Task objective: Leave the pictures out and write out the rest of the listing word for word.

Source material:
*****

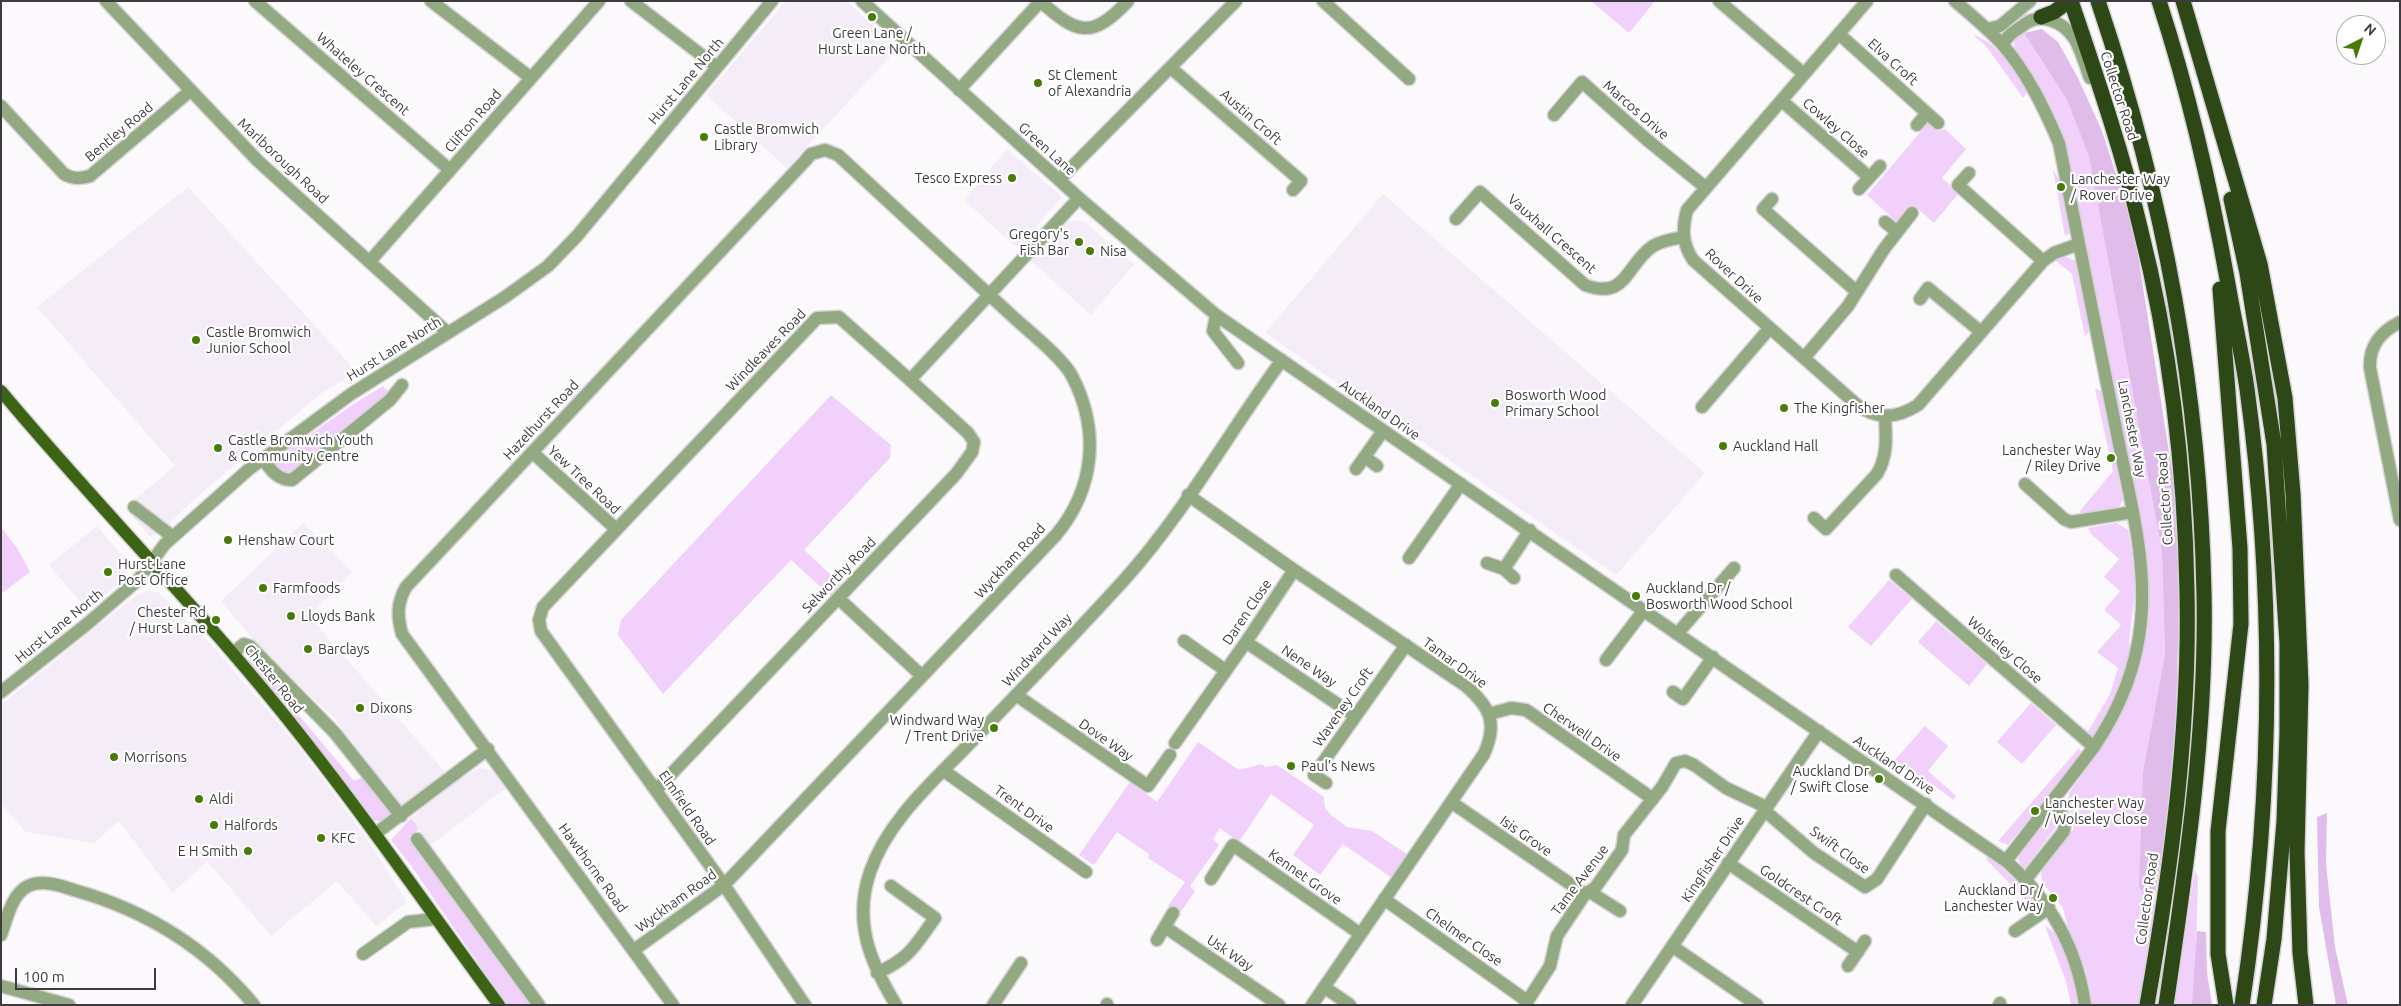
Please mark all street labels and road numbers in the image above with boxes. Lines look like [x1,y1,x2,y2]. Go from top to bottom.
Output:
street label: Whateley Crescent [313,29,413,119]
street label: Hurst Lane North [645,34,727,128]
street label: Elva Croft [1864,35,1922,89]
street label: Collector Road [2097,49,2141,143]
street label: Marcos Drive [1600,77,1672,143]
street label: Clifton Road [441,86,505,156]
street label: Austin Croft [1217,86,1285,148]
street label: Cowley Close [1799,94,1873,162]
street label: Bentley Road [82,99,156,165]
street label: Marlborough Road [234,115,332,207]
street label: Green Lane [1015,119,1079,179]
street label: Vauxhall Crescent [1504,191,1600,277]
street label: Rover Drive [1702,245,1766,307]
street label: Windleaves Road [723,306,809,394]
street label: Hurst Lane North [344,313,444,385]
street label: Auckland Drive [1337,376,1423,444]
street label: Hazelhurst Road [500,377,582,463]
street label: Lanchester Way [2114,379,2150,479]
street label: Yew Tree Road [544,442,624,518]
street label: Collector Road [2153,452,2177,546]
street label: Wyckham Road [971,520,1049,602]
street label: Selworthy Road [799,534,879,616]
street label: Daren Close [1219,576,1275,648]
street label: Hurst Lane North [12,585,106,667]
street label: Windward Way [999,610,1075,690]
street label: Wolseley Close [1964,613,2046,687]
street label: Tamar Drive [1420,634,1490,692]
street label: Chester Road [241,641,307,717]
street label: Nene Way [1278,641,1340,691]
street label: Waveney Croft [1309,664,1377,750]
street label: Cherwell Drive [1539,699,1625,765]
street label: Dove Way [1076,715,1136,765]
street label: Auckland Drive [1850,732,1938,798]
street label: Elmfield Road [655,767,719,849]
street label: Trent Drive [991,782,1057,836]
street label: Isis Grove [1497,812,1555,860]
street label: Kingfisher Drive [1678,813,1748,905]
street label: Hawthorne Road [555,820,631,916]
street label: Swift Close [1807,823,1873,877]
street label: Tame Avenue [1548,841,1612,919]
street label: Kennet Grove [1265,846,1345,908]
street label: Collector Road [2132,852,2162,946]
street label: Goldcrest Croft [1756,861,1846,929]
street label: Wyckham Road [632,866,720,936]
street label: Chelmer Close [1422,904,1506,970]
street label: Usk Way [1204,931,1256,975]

*****

Result of this exercise:
Please mark all street labels and road numbers in the image above with boxes. Lines look like [x1,y1,x2,y2]. Go from top to bottom.
Output:
street label: Whateley Crescent [313,29,413,119]
street label: Hurst Lane North [645,34,727,128]
street label: Elva Croft [1864,35,1922,89]
street label: Collector Road [2097,49,2141,143]
street label: Marcos Drive [1600,77,1672,143]
street label: Clifton Road [441,86,505,156]
street label: Austin Croft [1217,86,1285,148]
street label: Cowley Close [1799,94,1873,162]
street label: Bentley Road [82,99,156,165]
street label: Marlborough Road [234,115,332,207]
street label: Green Lane [1015,119,1079,179]
street label: Vauxhall Crescent [1504,191,1600,277]
street label: Rover Drive [1702,245,1766,307]
street label: Windleaves Road [723,306,809,394]
street label: Hurst Lane North [344,313,444,385]
street label: Auckland Drive [1337,376,1423,444]
street label: Hazelhurst Road [500,377,582,463]
street label: Lanchester Way [2114,379,2150,479]
street label: Yew Tree Road [544,442,624,518]
street label: Collector Road [2153,452,2177,546]
street label: Wyckham Road [971,520,1049,602]
street label: Selworthy Road [799,534,879,616]
street label: Daren Close [1219,576,1275,648]
street label: Hurst Lane North [12,585,106,667]
street label: Windward Way [999,610,1075,690]
street label: Wolseley Close [1964,613,2046,687]
street label: Tamar Drive [1420,634,1490,692]
street label: Chester Road [241,641,307,717]
street label: Nene Way [1278,641,1340,691]
street label: Waveney Croft [1309,664,1377,750]
street label: Cherwell Drive [1539,699,1625,765]
street label: Dove Way [1076,715,1136,765]
street label: Auckland Drive [1850,732,1938,798]
street label: Elmfield Road [655,767,719,849]
street label: Trent Drive [991,782,1057,836]
street label: Isis Grove [1497,812,1555,860]
street label: Kingfisher Drive [1678,813,1748,905]
street label: Hawthorne Road [555,820,631,916]
street label: Swift Close [1807,823,1873,877]
street label: Tame Avenue [1548,841,1612,919]
street label: Kennet Grove [1265,846,1345,908]
street label: Collector Road [2132,852,2162,946]
street label: Goldcrest Croft [1756,861,1846,929]
street label: Wyckham Road [632,866,720,936]
street label: Chelmer Close [1422,904,1506,970]
street label: Usk Way [1204,931,1256,975]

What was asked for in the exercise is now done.